= Task =
Scan the entries below and report only how many lines contain "place".

= Entries provided =
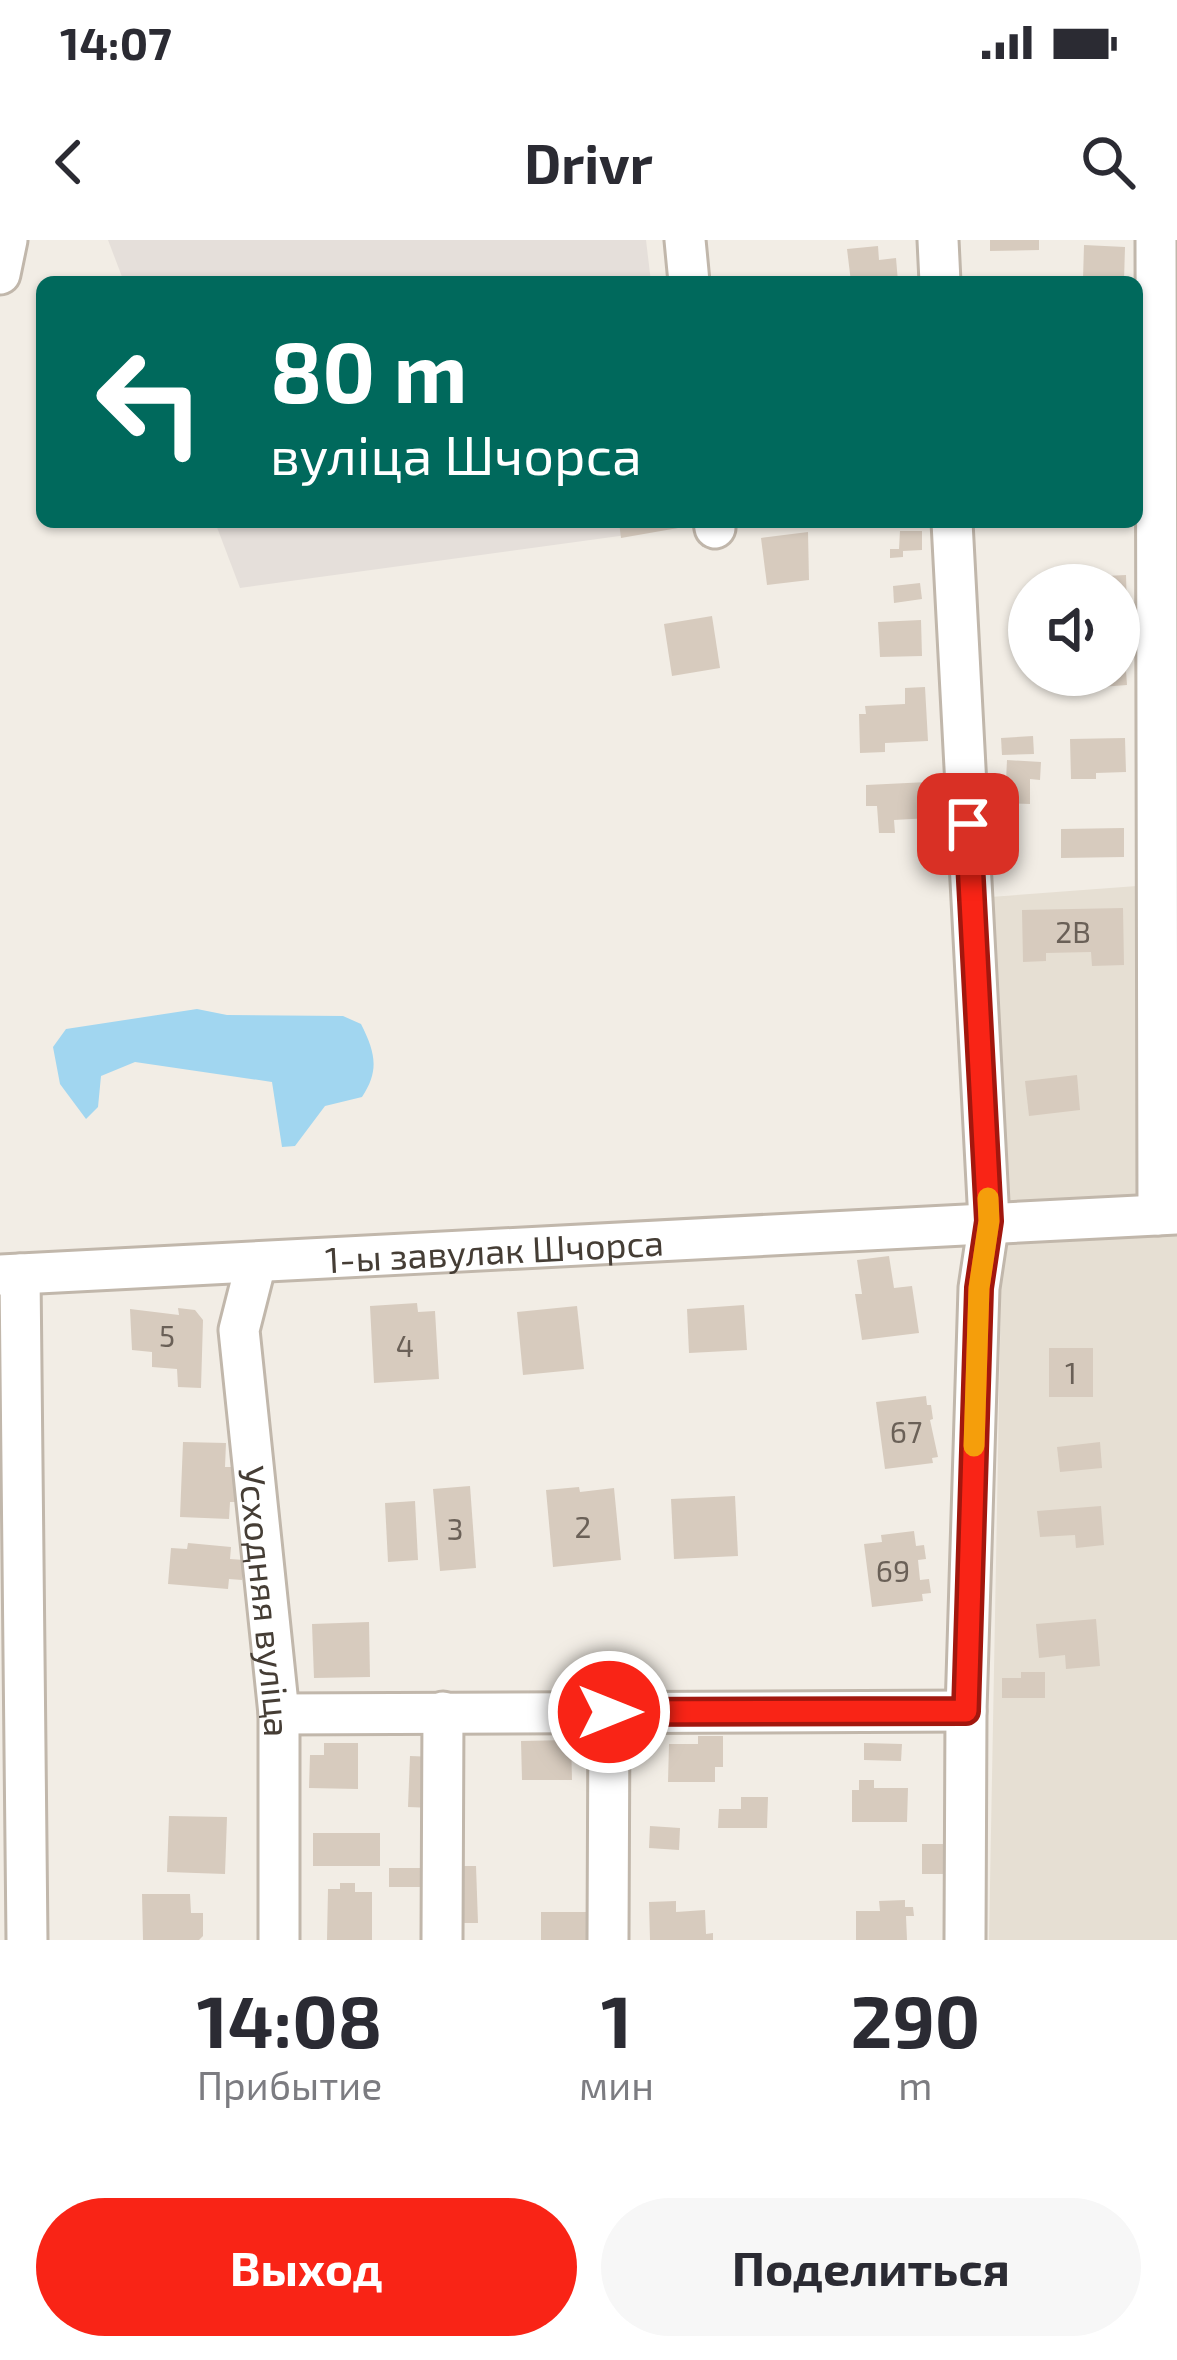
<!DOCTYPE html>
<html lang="ru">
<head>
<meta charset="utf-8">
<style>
  body { margin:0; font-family:"Exo 2",sans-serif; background:#f7f7f7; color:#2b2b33; height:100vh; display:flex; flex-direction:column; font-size:45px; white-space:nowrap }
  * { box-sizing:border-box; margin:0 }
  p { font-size:39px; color:#7c7c81 }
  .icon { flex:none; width:66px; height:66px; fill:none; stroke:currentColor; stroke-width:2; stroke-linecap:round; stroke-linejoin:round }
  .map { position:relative; height:1700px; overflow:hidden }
  .sheet { display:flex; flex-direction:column; background:#fff; flex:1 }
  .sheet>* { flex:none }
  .guide { position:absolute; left:36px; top:36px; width:1107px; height:252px; border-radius:18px; box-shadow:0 3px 9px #0004; background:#00695c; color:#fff; overflow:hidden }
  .tools { position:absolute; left:1008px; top:324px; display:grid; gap:24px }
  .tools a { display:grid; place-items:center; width:132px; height:132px; border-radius:50%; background:#fff; box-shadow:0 3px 9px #0004; font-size:60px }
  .pin { position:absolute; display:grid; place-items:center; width:102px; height:102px; color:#fff; margin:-51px; border-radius:24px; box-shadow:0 6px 18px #0006 }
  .me { position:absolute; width:132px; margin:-66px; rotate:90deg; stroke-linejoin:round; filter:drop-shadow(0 0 9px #0008) }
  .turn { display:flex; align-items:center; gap:42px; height:252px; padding:0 36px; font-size:54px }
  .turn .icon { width:156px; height:156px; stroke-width:2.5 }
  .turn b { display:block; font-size:84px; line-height:102px }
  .eta { display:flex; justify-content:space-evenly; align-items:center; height:204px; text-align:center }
  .eta b { font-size:72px; font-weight:700; line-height:84px }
  .cta { display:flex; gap:24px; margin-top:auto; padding:24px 36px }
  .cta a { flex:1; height:138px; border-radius:72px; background:#f92416; color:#fff; font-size:48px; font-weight:700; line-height:138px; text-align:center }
  .cta a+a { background:#f7f7f7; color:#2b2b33 }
  .status { display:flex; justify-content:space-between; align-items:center; height:84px; padding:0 60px; background:#fff; direction:ltr }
  .status svg { height:33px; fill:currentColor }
  header { display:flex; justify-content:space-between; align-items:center; height:156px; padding:0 36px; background:#fff; font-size:54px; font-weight:700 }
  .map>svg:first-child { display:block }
</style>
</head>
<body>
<div class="status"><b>14:07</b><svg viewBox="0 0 49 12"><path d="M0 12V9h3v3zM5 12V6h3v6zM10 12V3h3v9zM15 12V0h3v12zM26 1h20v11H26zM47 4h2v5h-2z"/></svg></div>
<header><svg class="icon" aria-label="back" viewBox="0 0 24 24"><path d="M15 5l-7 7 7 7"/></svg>Drivr<svg class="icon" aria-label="search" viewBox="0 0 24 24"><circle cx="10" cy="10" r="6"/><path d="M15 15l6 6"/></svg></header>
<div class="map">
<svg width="1177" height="1700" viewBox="0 0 1177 1700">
  <rect width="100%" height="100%" fill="#f2ede5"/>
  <polygon fill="#e6dfd3" points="1177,643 1177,1700 989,1700 1001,1051 991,657"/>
  <g fill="#e5dfda">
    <polygon points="108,0 646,0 651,42 124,42"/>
    <polygon points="215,282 677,282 678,288 240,348"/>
  </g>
  <path fill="#a1d6f0" d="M197,769L227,775L343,776L361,784C375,812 380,830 362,857L325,866L295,906L282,907L272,842L135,822L101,836L98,867L86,879L60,844L53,807L66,789Z"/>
  <g fill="#d7cbbe">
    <polygon points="990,0 1039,0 1039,10 990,11"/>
    <polygon points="1084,5 1125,7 1124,41 1083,40"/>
    <polygon points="878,6 879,20 896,18 898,42 851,42 847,9"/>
    <polygon points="619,282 677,282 678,288 621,298"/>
    <polygon points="900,291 922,291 922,310 903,311 903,317 890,318 890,309 899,309"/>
    <polygon points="808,292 809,340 767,345 761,298"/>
    <polygon points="1126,335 1127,369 1119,369 1119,345 1083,345 1083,337"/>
    <polygon points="920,343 922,359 894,363 893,346"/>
    <polygon points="712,376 720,428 672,436 664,384"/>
    <polygon points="921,380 922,416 880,417 878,382"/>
    <polygon points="1119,415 1125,415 1127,445 1088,448 1087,435 1119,435"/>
    <polygon points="925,447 928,501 885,503 885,512 860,513 859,474 866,474 865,466 905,464 905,448"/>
    <polygon points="1033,496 1034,514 1002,515 1001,498"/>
    <polygon points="1125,498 1126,532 1096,533 1096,539 1071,539 1070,499"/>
    <polygon points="1007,520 1041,522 1040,540 1030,539 1030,564 1005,563"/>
    <polygon points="928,542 930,578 894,580 895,593 879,593 877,566 866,566 866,545"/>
    <polygon points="1124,588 1124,617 1061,618 1061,589"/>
    <polygon points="1123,668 1124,725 1092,726 1091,712 1046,713 1046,721 1023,722 1022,670"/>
    <polygon points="1077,835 1080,870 1029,876 1025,841"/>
    <polygon points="889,1016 894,1048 912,1046 919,1093 862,1100 855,1054 862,1054 857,1020"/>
    <polygon points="417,1063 418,1072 435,1071 439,1139 374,1143 370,1066"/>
    <polygon points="744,1065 747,1110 689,1113 687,1069"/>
    <polygon points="577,1066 584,1129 523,1135 517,1072"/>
    <polygon points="178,1068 195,1070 203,1080 201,1148 178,1147 177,1129 152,1127 152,1112 132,1110 130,1069 179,1075"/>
    <rect x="1049" y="1108" width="44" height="49"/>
    <polygon points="926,1156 927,1165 931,1165 933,1179 930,1180 938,1217 932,1218 933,1223 885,1229 876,1162"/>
    <polygon points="183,1202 226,1203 225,1227 236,1227 235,1244 244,1244 243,1262 230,1262 229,1279 180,1277"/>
    <polygon points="1100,1202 1102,1228 1060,1232 1057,1207"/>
    <polygon points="470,1246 476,1328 440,1331 433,1249"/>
    <polygon points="579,1247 580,1252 614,1248 621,1320 553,1327 546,1250"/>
    <polygon points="735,1256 738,1316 674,1319 671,1259"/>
    <polygon points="415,1261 418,1320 388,1322 385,1263"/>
    <polygon points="1101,1266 1104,1305 1076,1308 1075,1295 1040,1297 1037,1271"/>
    <polygon points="914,1291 916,1306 924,1305 926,1319 918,1320 920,1340 929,1339 931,1353 922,1354 923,1361 872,1367 864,1304 882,1302 881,1295"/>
    <polygon points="188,1303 231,1307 230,1319 244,1320 242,1340 229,1339 228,1349 168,1344 171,1308 187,1309"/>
    <polygon points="1096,1379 1100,1426 1066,1429 1065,1415 1039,1418 1036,1384"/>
    <polygon points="369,1382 370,1437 314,1438 312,1384"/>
    <polygon points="1021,1432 1045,1432 1045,1458 1002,1458 1002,1438 1021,1438"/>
    <polygon points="698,1496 723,1496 723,1527 715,1527 715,1542 668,1542 669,1504 698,1504"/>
    <polygon points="571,1500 572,1540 522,1540 521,1501"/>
    <polygon points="324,1503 358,1503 358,1549 309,1548 310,1515 324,1515"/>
    <polygon points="864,1503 902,1504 901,1521 864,1520"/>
    <polygon points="410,1516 435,1517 433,1568 408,1567"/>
    <polygon points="859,1540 874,1540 874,1548 908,1548 907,1582 852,1582 852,1550 859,1550"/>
    <polygon points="741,1557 768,1557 767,1588 718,1588 719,1569 741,1569"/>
    <polygon points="169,1576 227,1577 225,1634 167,1632"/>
    <polygon points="650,1586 680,1588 679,1610 649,1608"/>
    <rect x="313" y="1593" width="67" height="33"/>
    <rect x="922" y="1604" width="23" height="30"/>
    <polygon points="456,1626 476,1626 478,1683 458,1683"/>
    <rect x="389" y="1628" width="43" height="19"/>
    <polygon points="340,1643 355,1643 355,1652 372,1652 372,1700 327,1700 328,1649 340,1649"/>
    <polygon points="142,1654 190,1654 191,1673 203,1673 203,1696 199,1700 143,1700"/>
    <polygon points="905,1660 905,1667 913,1667 914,1676 906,1676 907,1700 856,1700 856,1671 880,1671 879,1661"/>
    <polygon points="676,1661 676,1672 705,1670 706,1694 713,1693 713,1700 650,1700 649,1662"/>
    <rect x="541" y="1672" width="46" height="28"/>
  </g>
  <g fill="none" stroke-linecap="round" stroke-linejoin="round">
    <defs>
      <g id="minor">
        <polyline points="685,0 689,42"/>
        <polyline points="938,0 940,42"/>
        <polyline points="1156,0 1158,975"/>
        <polyline points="0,34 7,0"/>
        <polyline points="714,282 715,288"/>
        <polyline points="952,282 989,981 979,1048 966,1471 965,1700"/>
        <path id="s1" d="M256,1023L239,1090L279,1474V1700"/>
        <polyline points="20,1034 27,1700"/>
        <path id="s2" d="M0,1035L1177,974"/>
        <polyline points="279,1474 966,1471"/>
        <polyline points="442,1700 443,1472"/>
        <polyline points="608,1700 609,1472"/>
      </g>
    </defs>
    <use href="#minor" stroke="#c1b7ab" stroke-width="45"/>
    <use href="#minor" stroke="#fff" stroke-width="39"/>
  </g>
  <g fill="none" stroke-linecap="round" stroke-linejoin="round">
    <defs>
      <polyline id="route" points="609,1472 966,1471 979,1048 989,981 968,584"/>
    </defs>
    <use href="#route" stroke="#a2170e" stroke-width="30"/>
    <use href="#route" stroke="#f92416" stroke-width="21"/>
    <polyline stroke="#f59e0b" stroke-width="21" points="974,1206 979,1048 989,981 988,958"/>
  </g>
  <g text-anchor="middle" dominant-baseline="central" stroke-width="10" stroke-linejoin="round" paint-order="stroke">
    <g font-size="30" fill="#6a6057">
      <text x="1073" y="691">2В</text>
      <text x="167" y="1095">5</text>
      <text x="405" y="1105">4</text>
      <text x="1071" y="1132">1</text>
      <text x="906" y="1191">67</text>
      <text x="583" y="1286">2</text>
      <text x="455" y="1288">3</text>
      <text x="893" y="1330">69</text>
    </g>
    <g font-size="36" fill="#453d35" stroke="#fff">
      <text stroke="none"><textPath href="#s2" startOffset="495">1-ы завулак Шчорса</textPath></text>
      <text stroke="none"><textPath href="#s1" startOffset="342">Усходняя вуліца</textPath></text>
    </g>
  </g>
</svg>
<div class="tools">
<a><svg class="icon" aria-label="sound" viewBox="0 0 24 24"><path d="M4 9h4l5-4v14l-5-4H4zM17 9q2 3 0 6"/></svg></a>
</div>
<div class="pin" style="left:968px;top:584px;background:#d93025"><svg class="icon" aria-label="arrive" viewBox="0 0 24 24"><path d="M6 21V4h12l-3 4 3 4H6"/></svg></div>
<svg class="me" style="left:609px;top:1472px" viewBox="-20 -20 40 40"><circle r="17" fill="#f92416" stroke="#fff" stroke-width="3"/><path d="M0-11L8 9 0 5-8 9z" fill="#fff"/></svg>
<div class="guide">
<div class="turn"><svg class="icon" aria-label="left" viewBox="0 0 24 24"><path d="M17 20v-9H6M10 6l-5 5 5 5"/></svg><div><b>80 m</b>вуліца Шчорса</div></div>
</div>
</div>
<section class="sheet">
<div class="eta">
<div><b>14:08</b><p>Прибытие</p></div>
<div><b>1</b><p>мин</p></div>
<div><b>290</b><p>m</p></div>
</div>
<div class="cta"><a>Выход</a><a>Поделиться</a></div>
</section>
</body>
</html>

= Your solution =
2